Aging: Rock N Roll’s Newest Subject?

I’m not sure I agree with the premise (pop musicians from the 1960s — including Leonard Cohen, pictured — have been doing Geezer Rock for at least a decade, when the first Boomer found his first grey hair) but here’s the Independent article anyway: ‘”Hope I die before I get old,” Roger Daltrey declared in The Who’s 1965 song “My Generation”. Pete Townshend, then 20, wrote the words in the voice of a speed-gulping mod, a raging adolescent foreseeing no future.

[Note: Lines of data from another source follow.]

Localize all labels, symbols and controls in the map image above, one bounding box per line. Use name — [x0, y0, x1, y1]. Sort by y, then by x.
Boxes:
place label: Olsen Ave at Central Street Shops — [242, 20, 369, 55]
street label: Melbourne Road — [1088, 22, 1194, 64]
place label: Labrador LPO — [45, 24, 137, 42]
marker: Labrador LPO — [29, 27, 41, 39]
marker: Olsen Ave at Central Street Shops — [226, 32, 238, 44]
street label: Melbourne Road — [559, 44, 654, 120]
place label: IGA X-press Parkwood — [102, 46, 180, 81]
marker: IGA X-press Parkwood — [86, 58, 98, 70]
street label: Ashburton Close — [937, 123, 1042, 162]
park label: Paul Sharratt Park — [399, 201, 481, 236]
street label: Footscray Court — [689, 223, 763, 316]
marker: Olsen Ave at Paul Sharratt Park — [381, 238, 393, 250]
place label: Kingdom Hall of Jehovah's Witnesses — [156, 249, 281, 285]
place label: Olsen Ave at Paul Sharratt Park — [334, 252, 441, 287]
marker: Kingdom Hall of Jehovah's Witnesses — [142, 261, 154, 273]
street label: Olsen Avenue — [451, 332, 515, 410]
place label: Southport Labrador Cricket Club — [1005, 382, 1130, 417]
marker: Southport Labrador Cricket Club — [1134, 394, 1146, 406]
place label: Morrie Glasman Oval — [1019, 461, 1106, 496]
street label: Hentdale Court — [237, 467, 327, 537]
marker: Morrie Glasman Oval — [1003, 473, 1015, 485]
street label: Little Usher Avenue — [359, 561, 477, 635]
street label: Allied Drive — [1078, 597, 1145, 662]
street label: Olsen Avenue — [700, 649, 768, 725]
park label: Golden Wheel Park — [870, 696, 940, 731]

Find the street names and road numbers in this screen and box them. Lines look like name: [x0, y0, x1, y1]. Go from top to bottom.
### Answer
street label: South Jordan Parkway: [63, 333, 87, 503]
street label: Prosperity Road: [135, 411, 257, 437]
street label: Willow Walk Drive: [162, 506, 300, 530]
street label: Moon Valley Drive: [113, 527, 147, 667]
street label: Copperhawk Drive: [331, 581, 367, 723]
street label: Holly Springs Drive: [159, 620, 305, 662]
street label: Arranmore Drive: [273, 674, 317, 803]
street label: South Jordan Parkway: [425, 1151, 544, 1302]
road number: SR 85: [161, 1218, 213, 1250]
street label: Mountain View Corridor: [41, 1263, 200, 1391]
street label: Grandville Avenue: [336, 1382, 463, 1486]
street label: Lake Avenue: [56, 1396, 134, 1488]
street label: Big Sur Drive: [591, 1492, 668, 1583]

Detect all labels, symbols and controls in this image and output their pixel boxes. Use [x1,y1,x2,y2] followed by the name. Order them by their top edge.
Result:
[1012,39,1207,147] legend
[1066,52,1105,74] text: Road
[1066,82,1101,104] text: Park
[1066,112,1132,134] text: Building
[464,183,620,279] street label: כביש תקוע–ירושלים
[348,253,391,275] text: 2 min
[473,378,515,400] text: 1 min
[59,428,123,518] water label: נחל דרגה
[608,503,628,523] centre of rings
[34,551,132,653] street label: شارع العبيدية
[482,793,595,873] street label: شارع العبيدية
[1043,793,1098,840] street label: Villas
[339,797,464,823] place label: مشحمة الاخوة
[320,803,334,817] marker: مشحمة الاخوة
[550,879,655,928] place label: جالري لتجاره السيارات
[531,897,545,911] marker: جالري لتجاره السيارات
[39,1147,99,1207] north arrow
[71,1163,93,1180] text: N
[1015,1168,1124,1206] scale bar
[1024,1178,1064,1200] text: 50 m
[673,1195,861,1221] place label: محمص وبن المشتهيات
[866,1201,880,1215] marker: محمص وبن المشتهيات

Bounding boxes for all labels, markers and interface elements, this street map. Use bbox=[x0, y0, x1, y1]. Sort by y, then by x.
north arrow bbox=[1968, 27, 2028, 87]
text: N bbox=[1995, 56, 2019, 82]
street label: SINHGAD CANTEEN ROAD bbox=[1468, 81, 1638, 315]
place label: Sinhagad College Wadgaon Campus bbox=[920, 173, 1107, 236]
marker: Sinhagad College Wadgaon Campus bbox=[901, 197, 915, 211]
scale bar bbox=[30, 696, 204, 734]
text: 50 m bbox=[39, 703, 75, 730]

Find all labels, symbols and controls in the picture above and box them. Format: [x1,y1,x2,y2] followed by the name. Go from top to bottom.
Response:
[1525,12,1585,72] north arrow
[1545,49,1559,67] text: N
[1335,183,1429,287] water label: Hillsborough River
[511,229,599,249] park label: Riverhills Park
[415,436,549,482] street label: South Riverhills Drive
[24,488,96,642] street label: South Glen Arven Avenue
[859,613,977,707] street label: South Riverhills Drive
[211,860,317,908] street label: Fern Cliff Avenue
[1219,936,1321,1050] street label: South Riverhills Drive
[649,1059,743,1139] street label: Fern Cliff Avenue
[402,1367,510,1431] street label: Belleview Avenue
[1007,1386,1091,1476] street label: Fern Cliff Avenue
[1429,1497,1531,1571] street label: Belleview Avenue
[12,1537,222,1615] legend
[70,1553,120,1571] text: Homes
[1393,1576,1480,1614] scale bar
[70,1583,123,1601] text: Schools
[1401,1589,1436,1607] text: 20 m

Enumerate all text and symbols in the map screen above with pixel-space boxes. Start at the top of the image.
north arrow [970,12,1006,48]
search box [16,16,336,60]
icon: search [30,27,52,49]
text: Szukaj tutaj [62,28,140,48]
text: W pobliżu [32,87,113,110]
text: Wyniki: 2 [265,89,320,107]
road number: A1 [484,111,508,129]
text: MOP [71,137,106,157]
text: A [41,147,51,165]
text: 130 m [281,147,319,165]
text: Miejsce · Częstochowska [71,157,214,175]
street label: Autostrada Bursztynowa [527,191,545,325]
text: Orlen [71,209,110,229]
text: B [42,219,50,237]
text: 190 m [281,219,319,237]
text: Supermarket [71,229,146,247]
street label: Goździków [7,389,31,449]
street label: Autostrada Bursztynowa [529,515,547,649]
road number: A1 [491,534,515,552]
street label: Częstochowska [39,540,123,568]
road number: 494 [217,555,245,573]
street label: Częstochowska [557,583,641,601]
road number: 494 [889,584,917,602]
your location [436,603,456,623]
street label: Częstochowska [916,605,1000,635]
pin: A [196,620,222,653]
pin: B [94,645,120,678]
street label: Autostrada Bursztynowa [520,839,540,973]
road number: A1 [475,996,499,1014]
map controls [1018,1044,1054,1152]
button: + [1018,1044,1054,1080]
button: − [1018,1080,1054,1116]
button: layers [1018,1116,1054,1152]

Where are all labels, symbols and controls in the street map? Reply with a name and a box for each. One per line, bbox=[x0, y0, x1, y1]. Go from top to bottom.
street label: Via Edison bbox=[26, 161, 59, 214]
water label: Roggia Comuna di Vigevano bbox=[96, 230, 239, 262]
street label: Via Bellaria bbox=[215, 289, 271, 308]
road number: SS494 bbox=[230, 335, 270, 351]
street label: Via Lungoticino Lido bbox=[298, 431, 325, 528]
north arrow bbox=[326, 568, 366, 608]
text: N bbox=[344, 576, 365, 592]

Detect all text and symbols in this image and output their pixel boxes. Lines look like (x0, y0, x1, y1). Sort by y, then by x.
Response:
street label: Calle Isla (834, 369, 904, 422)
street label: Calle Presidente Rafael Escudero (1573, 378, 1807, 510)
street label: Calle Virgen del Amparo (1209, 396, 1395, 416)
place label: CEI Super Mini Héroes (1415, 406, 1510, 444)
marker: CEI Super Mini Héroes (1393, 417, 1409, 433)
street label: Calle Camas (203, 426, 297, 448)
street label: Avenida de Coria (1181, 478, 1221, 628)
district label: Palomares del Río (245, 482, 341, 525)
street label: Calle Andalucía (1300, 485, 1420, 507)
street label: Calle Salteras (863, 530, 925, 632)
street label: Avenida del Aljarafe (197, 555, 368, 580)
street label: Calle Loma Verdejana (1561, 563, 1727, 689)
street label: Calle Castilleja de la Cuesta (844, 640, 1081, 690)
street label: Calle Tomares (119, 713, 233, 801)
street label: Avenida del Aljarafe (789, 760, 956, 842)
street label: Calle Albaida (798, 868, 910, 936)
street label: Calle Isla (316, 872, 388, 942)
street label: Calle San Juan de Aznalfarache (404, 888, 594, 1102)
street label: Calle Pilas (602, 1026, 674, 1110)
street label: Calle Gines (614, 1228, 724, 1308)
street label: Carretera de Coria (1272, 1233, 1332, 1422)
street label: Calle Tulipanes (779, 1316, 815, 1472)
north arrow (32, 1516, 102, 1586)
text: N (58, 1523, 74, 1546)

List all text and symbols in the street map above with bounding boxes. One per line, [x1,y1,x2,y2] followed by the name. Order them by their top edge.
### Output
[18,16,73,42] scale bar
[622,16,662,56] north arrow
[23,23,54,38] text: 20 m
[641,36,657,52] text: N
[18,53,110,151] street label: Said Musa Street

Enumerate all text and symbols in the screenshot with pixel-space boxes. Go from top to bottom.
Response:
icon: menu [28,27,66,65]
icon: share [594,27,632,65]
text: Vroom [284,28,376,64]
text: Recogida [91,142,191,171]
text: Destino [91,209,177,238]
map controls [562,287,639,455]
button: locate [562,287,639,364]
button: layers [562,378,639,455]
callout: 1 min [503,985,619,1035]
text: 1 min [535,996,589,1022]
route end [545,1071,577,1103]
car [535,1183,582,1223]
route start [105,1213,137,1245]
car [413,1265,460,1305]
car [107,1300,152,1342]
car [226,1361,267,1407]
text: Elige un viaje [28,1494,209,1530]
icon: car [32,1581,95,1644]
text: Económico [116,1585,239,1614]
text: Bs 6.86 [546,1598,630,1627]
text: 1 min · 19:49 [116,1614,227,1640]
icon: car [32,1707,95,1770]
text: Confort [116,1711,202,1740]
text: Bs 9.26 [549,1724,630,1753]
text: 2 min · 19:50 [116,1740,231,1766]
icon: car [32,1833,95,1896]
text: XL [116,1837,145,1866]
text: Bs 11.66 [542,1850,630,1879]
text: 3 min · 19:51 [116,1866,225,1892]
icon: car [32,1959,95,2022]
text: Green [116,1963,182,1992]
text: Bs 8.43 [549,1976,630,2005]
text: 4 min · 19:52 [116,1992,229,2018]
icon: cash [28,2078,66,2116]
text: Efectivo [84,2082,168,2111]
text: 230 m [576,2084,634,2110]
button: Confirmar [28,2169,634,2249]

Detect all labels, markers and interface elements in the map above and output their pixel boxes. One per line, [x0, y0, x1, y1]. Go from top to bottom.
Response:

He was keeping faith with the 1950s rock youthquake, and anticipating the hippies who trusted no one over 30. Many of rock’s heroes, from Janis Joplin to Amy Winehouse, obligingly died at 27. In 2012, one of Townshend’s contemporaries, 63-year-old Peter Hammill, is by contrast singing this, on his remarkable new song “All the Tiredness”: “All the tiredness that you’ve held in waiting, in abeyance, now comes rushing in… Though I made it through the shows, something got left behind, a debt I owe.” The Van der Graaf Generator vocalist lists the inescapable exhaustion that hits the body in its sixties. This is rock’s new subject, as the elixir of youth it promised fails, and its makers and listeners face decrepitude and death. When you don’t die before you get old, Hammill has survived to say, this is how it feels.’